SocketCan using FlexCan on i.MX53: Longer packet sequence sent in wrong order

fpn · ‎04-02-2014

We're tying to use CAN using Linux 2.6.35.3 and the SocketCan interface. Preliminary tests like sending / receiving with cansend / candump command line tools are running fine.

When we try to send more packets (i.e.48) in a loop, they are sent in a different order, not always the same. Receiving with candump on the same node and interface does not reveal the problem, because the local dump shows the correct order. Only using an external sniffer (which can be another i.mx53 board running candump) the issue becomes visible. Some packets are also sometimes lost.

If the packets are sent followed by a delay much longer than the transmission time, the sending order is preserved, but the throughput is in that case not acceptable. Trying to send 8..16 packets followed by a delay a little longer than the transmission time seemed to offer a workaround in a test program, but it failed in the production code (the packets are again reordered/lost).

I have attached a simple test program that exposes the problem.

Original Attachment has been moved to: i_mx53_FlexCan_bug.zip

compmas2 · ‎10-29-2015

The same kernel is used by the i.MX28 and it sounds like the same issue as found here: i.MX28 CAN frame transmission order problem

I took the i.MX28 patch for using the mainline flexcan driver and added i.MX53 support. Attached is the patch file. Additionally in your board file under arch/arm/mach-mx5/ will need to include something like the following in place of the previous flexcan initialization code (if you need to init your transceiver, then set the .transceiver_switch to the setup function:

#include <linux/can/platform/flexcan.h>

struct flexcan_platform_data flexcan_data[] = {

{

.transceiver_switch = NULL

},

{

.transceiver_switch = NULL

},

};

In the mxc_board_init() function:

mxc_register_device(&mxc_flexcan0_device, &flexcan_data[0]);

mxc_register_device(&mxc_flexcan1_device, &flexcan_data[1]);

TomE · ‎11-04-2015

> The same kernel is used by the i.MX28 and it sounds like the same issue as found here:

Yes you're right. The 2.6.35 kernel uses a Freescale FlexCAN driver in /drivers/net/can/flexcan/. It uses 32 of the 64 message buffers as a "transmit ring" and the other 32 for receive in some way I haven't bothered to work out. It takes no notice whatsoever of the fact that the message buffers have a fixed transmit priority order, so it guarantees bad out-of-order transmission unless you only send one message at a time and then wait a long time until it has gone (somehow). The driver looks to support the hardware FIFO but default to it being off, which then looks like the receive messages won't be in the right order either.
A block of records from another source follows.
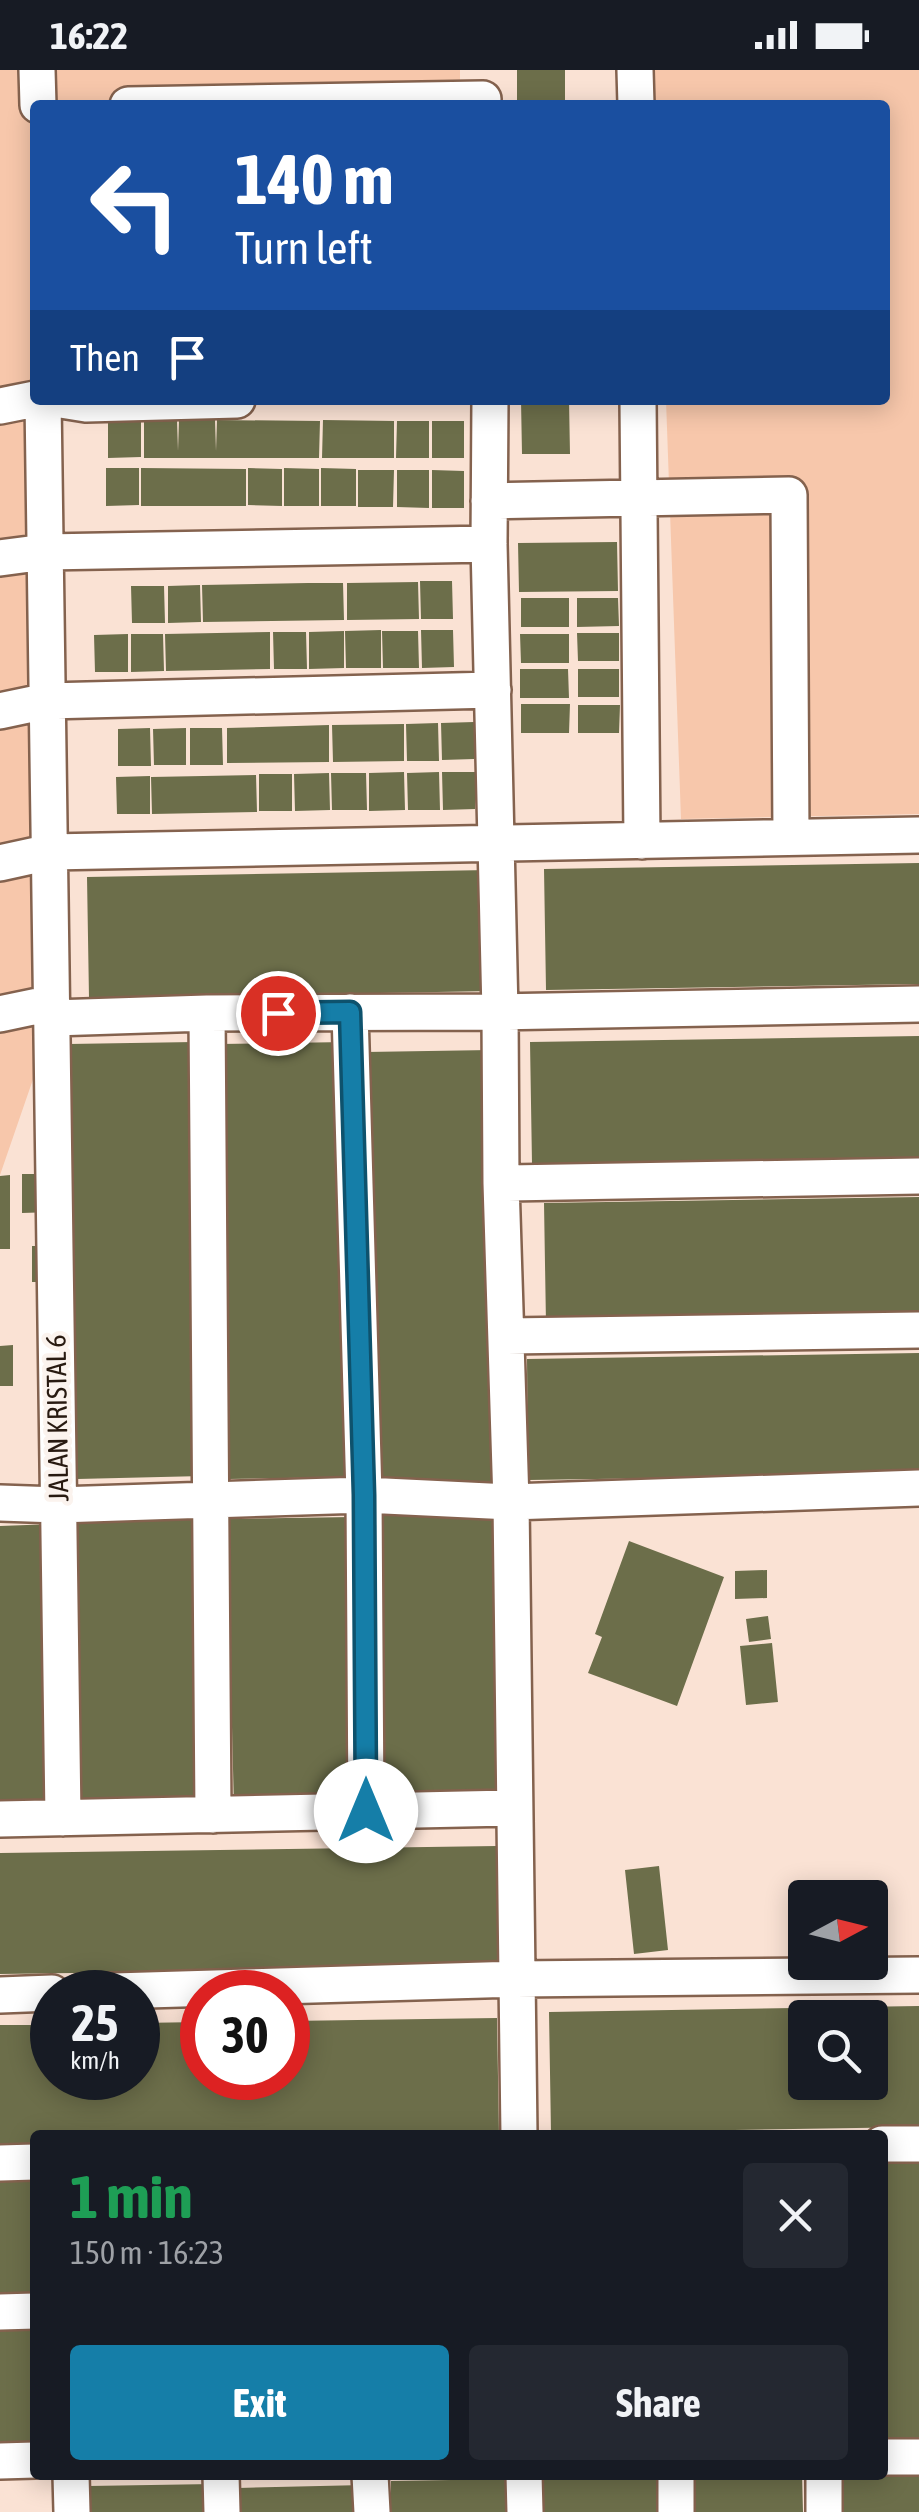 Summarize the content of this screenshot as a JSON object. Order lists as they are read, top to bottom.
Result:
{
  "streets": {
    "street": ["JALAN KRISTAL 6"]
  },
  "north": "right",
  "page": {
    "status": "16:22",
    "turn": ["140 m", "Turn left"],
    "then": "Then",
    "speed": "25 km/h",
    "limit": "30",
    "heading": ["1 min", "150 m · 16:23"],
    "buttons": ["Exit", "Share"]
  }
}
The "mainline" driver is one written by Pengutronix. It only uses one message buffer for transmission, so it is less efficient, but gets the order right. It also only uses the FIFO for reception, which can overflow too easily as it uses NAPI to unload the buffers.

The two drivers seem to have very different interfaces for controlling them. I'm finding my Linux 3.4 Socketcan "canconfig" can't talk to the Freescale one.

The 2.6.38 kernel in the current i.MX53 Linux support package has (an old version of) the Pengutronix driver in it.

It might be worth changing to 2.6.38 to get around this problem if you can handle porting your board customisations to 2.6.38. That should also fix problems in the 2.6.35 SPI driver detailed here:

https://community.freescale.com/message/582264#582264

Tom

TomE · ‎11-30-2015

There are SO many things badly wrong with the Freescale FlexCAN driver.

Transmitting out of order is only one of them, but this is a "Design Feature and not a Bug". What is going wrong is that the sending code fills in the Transmit MBs from the first FREE one, and the hardware transmits from the first one too (depending on LBUF you can have transmits in priority order). So if you queued 10, it has sent 5 and you queue another 10, the first 5 new ones go into the low free slots and get transmitted next, and the second five get sent last. So you end up with the transmit order 1-5, 11-15, 6-10 and 16-20.

You could rewrite the driver so it would have the option of filling all the transmit buffers in the right order, and only resetting to the first one when the last one has been sent. If it never "backfilled behind pending ones" this wouldn't happen.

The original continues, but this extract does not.